Notre législation, bien trop complaisante avec les pollueurs, met en danger les conditions de vie de toutes et tous, pour les seuls intérêts économiques de quelques-uns. Quand prendrez-vous enfin des mesures pour protéger la santé des habitants de Marseille, en écoutant leurs revendications légitimes, en les associant aux décisions qui les concernent et en régulant les activités industrielles portuaires et aéroportuaires qui dégradent considérablement leurs conditions de vie ? (M. Damien Maudet applaudit.)

M. le président. La parole est à M. le secrétaire d'État chargé de la mer et de la biodiversité.

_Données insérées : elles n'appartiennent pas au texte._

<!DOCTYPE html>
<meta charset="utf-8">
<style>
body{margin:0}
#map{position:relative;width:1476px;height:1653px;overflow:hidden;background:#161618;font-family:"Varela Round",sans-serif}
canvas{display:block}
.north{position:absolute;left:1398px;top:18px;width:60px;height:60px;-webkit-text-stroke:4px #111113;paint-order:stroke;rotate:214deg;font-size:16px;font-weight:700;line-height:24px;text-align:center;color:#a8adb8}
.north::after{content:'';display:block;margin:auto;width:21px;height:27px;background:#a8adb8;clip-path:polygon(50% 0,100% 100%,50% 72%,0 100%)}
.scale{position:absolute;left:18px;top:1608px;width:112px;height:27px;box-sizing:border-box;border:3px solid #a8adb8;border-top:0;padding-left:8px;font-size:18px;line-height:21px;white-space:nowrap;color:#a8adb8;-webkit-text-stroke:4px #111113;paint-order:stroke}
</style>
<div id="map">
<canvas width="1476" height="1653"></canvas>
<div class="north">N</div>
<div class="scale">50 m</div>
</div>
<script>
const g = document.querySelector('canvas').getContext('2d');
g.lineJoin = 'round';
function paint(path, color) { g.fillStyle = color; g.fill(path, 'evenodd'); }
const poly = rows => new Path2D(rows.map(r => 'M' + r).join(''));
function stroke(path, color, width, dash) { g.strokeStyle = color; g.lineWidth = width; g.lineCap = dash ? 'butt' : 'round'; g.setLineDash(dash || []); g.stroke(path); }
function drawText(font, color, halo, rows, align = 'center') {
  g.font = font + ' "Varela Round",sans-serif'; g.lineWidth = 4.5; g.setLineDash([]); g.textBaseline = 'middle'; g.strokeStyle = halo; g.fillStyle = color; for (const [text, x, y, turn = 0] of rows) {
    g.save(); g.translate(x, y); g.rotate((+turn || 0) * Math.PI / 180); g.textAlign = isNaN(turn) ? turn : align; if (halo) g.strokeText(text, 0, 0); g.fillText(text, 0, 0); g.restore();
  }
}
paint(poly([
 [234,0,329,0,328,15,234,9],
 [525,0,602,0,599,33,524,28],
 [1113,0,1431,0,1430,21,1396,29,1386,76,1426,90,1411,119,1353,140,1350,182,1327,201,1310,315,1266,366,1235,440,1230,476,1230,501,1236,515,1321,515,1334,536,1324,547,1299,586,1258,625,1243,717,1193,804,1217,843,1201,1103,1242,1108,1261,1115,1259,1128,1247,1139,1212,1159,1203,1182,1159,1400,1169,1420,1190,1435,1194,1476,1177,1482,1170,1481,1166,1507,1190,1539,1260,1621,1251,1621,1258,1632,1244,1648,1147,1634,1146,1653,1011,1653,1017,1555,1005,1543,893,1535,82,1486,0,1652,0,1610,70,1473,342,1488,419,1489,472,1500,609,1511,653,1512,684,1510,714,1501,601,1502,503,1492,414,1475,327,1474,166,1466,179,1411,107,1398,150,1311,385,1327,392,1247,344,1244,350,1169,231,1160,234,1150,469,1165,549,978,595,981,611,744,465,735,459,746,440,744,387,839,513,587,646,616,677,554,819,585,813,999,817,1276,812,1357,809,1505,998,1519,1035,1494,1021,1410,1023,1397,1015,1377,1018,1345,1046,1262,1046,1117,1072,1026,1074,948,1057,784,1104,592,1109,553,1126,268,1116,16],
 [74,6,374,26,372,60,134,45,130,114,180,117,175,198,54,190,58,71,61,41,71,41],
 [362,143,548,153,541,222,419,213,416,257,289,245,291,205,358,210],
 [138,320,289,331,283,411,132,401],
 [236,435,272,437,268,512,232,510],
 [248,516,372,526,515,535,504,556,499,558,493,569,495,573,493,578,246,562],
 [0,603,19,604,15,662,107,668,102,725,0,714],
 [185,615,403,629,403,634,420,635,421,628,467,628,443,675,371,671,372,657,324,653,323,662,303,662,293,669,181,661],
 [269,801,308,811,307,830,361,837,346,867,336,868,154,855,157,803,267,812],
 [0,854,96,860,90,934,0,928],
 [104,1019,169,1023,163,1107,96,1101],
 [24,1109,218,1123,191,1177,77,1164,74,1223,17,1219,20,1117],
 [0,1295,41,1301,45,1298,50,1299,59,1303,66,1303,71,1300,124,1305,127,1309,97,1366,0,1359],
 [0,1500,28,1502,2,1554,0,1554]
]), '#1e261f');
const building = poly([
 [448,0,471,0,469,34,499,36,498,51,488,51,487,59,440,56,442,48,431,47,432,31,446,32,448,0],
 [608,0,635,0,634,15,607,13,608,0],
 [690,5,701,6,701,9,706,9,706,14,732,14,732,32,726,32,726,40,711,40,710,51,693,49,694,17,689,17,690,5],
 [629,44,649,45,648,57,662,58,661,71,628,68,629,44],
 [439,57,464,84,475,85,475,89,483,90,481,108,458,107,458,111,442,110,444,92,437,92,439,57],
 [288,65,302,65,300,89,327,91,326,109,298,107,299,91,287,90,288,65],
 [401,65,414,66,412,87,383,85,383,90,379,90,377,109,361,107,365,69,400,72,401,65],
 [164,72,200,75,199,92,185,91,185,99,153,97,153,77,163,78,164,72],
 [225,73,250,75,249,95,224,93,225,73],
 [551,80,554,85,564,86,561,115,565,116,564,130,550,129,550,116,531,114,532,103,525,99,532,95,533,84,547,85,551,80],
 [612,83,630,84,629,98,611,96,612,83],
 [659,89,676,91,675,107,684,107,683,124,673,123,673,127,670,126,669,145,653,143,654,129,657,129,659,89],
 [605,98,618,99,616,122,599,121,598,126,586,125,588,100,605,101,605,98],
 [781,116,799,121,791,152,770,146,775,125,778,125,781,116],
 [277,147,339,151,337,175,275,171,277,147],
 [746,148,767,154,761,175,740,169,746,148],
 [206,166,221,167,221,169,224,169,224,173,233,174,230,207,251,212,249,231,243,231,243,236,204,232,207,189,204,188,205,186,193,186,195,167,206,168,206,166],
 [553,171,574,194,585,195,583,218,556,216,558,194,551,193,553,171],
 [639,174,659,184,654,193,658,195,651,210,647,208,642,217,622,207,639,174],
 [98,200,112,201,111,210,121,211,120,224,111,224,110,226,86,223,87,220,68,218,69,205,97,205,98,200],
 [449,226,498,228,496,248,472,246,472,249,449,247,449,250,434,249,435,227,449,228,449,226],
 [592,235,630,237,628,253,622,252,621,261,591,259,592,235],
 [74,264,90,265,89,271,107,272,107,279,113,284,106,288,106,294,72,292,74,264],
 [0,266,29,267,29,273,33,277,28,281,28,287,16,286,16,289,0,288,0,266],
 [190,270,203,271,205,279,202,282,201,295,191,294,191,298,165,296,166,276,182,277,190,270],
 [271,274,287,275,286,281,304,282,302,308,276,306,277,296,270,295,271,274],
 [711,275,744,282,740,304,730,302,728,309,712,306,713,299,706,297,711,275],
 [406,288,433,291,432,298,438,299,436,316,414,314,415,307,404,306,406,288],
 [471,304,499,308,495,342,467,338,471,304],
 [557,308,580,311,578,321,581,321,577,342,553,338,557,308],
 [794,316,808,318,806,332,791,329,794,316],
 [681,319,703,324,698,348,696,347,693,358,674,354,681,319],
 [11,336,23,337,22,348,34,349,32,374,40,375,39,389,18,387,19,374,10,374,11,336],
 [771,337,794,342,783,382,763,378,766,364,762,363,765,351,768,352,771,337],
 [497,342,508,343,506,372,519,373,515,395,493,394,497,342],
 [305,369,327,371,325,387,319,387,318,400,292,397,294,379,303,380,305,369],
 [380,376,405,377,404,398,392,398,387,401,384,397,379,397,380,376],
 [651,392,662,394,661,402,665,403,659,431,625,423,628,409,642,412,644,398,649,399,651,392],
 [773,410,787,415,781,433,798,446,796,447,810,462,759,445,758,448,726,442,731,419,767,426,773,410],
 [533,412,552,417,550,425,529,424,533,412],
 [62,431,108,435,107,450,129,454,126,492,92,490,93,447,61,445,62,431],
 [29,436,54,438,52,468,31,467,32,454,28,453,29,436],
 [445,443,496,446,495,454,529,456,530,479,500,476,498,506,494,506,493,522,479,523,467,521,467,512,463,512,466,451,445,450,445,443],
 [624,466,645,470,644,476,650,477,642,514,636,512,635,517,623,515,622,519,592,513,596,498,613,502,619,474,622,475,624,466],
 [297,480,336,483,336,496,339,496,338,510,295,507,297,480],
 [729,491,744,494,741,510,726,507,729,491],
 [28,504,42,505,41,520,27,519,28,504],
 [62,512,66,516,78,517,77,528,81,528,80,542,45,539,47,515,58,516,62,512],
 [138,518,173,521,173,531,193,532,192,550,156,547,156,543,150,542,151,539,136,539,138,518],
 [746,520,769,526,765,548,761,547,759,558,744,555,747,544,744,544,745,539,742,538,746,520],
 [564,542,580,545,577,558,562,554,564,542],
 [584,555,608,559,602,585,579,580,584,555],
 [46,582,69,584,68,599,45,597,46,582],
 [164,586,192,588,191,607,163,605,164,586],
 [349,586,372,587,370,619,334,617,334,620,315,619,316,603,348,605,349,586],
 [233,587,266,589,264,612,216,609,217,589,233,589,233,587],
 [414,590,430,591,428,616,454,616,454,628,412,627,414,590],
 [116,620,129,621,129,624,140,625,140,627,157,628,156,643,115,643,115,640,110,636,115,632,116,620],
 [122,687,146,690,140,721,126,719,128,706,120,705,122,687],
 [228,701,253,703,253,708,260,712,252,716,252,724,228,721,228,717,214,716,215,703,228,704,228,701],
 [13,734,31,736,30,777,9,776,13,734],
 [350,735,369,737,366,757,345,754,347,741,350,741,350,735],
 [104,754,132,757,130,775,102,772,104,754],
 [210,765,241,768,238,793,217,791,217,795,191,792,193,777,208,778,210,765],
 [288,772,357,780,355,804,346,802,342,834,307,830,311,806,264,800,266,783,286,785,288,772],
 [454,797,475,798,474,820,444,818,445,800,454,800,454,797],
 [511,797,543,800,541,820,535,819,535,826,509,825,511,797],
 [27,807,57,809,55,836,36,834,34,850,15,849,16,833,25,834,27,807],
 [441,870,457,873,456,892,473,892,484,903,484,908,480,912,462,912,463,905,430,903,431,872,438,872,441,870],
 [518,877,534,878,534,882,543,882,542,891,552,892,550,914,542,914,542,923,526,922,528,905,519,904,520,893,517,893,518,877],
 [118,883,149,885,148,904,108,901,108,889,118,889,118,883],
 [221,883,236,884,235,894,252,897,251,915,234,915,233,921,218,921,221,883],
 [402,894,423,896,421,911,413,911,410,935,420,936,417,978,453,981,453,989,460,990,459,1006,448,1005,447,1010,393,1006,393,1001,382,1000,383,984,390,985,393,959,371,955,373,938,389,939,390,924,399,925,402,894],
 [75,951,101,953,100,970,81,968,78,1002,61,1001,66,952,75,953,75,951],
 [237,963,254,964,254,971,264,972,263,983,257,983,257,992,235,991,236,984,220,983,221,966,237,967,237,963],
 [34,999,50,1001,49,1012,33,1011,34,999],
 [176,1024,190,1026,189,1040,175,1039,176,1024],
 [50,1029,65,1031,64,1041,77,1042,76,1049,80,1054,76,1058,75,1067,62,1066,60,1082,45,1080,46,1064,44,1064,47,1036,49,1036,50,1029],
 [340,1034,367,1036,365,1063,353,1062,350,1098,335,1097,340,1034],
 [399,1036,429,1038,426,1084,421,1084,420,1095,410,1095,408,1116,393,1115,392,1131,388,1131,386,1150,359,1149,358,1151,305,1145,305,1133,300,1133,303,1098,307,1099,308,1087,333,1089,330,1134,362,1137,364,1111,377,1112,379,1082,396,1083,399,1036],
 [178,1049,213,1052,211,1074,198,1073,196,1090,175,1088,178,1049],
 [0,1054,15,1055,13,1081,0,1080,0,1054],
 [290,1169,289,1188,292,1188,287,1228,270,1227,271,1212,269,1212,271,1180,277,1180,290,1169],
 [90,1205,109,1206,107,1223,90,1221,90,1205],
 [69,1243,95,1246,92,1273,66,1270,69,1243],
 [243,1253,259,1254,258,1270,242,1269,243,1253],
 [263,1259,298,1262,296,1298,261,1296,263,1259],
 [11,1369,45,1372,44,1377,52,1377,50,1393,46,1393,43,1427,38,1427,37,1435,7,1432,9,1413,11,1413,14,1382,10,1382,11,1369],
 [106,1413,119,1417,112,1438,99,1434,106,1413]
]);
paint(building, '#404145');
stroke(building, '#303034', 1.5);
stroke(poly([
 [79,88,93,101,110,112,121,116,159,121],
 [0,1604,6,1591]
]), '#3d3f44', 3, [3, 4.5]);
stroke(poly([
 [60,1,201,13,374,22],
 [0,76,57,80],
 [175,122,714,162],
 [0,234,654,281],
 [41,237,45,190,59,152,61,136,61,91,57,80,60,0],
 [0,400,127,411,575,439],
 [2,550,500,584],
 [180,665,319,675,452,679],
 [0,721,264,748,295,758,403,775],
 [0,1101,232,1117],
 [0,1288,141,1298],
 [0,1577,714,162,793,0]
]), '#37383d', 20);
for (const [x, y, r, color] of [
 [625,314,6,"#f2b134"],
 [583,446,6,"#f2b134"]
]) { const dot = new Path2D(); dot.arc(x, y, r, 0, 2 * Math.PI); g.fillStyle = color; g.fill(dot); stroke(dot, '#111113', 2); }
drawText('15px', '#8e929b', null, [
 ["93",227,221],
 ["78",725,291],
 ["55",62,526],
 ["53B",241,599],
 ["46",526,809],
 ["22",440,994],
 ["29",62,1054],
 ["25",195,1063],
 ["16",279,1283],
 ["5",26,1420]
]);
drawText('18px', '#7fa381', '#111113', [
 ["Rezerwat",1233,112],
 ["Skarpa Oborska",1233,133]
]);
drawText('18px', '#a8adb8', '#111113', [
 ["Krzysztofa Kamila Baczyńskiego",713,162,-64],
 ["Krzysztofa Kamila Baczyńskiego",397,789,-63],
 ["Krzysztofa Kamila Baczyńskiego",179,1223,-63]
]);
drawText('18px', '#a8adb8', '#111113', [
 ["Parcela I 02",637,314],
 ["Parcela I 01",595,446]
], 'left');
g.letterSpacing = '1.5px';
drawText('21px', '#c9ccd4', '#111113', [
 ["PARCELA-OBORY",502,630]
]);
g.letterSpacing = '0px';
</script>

M. Hervé Berville, secrétaire d'État chargé de la mer et de la biodiversité . Vous parliez de planification écologique : il y a environ un an, je me suis rendu sur place avec des élus marseillais pour que l'ensemble de la filière s'engage dans la transition écologique, réduise son empreinte carbone et les pollutions – vous n'étiez pas présent, mais je sais la vie d'un député particulièrement chargée. Ce n'est pas le Gouvernement qui a décidé, il y a des dizaines d'années, de développer ce secteur d'activité économique qui crée de l'emploi et de la croissance pour la ville de Marseille.

En revanche, nous devons améliorer la santé des Marseillais et amener tous ceux qui concourent à cette activité économique à réduire les pollutions. L'année dernière, nous avons signé une charte avec la région Sud, la métropole, le département et des élus de Marseille, fixant en particulier des seuils de pollution à ne pas dépasser et des échéances. Nous avons également investi dans le raccordement électrique à quai des navires.

Pour répondre précisément à vos questions : quand ? La démarche a été engagée il y a un an. Comment ? Avec des financements de l'État et des collectivités. Pourquoi ? Pour protéger la santé des Marseillais, objectif essentiel de nos politiques publiques, comme vous l'avez dit.

Depuis 2017, le programme de connexion électrique des navires à quai (Cenaq) a permis d'équiper les terminaux qui accueillent des passagers, utilisés par les compagnies maritimes La Méridionale et Corsica Linea, de quatre prises à quai d'une capacité de 6 mégawatts. Trois postes à quai supplémentaires ont été mis en service début 2024 pour les ferries desservant le Maghreb, et deux autres devraient l'être d'ici à fin 2024. Deux navires de croisière pourront être connectés simultanément avant la fin 2025. Il est essentiel de permettre aux gens de naviguer, de rendre visite à leur famille et à leurs amis de l'autre côté de la Méditerranée et, en même temps, de réduire les pollutions. Ce programme représente un investissement de 51 millions d'euros. Il a bénéficié d'un soutien de l'État de plus de 10 millions d'euros dans le cadre du plan France relance. Dans les cinq ans à venir, le port de Marseille investira près de 100 millions d'euros supplémentaires pour l'électrification des quais, ce qui permettra de raccorder la totalité des navires de passagers en 2028. C'est inédit au sein de la région Méditerranée.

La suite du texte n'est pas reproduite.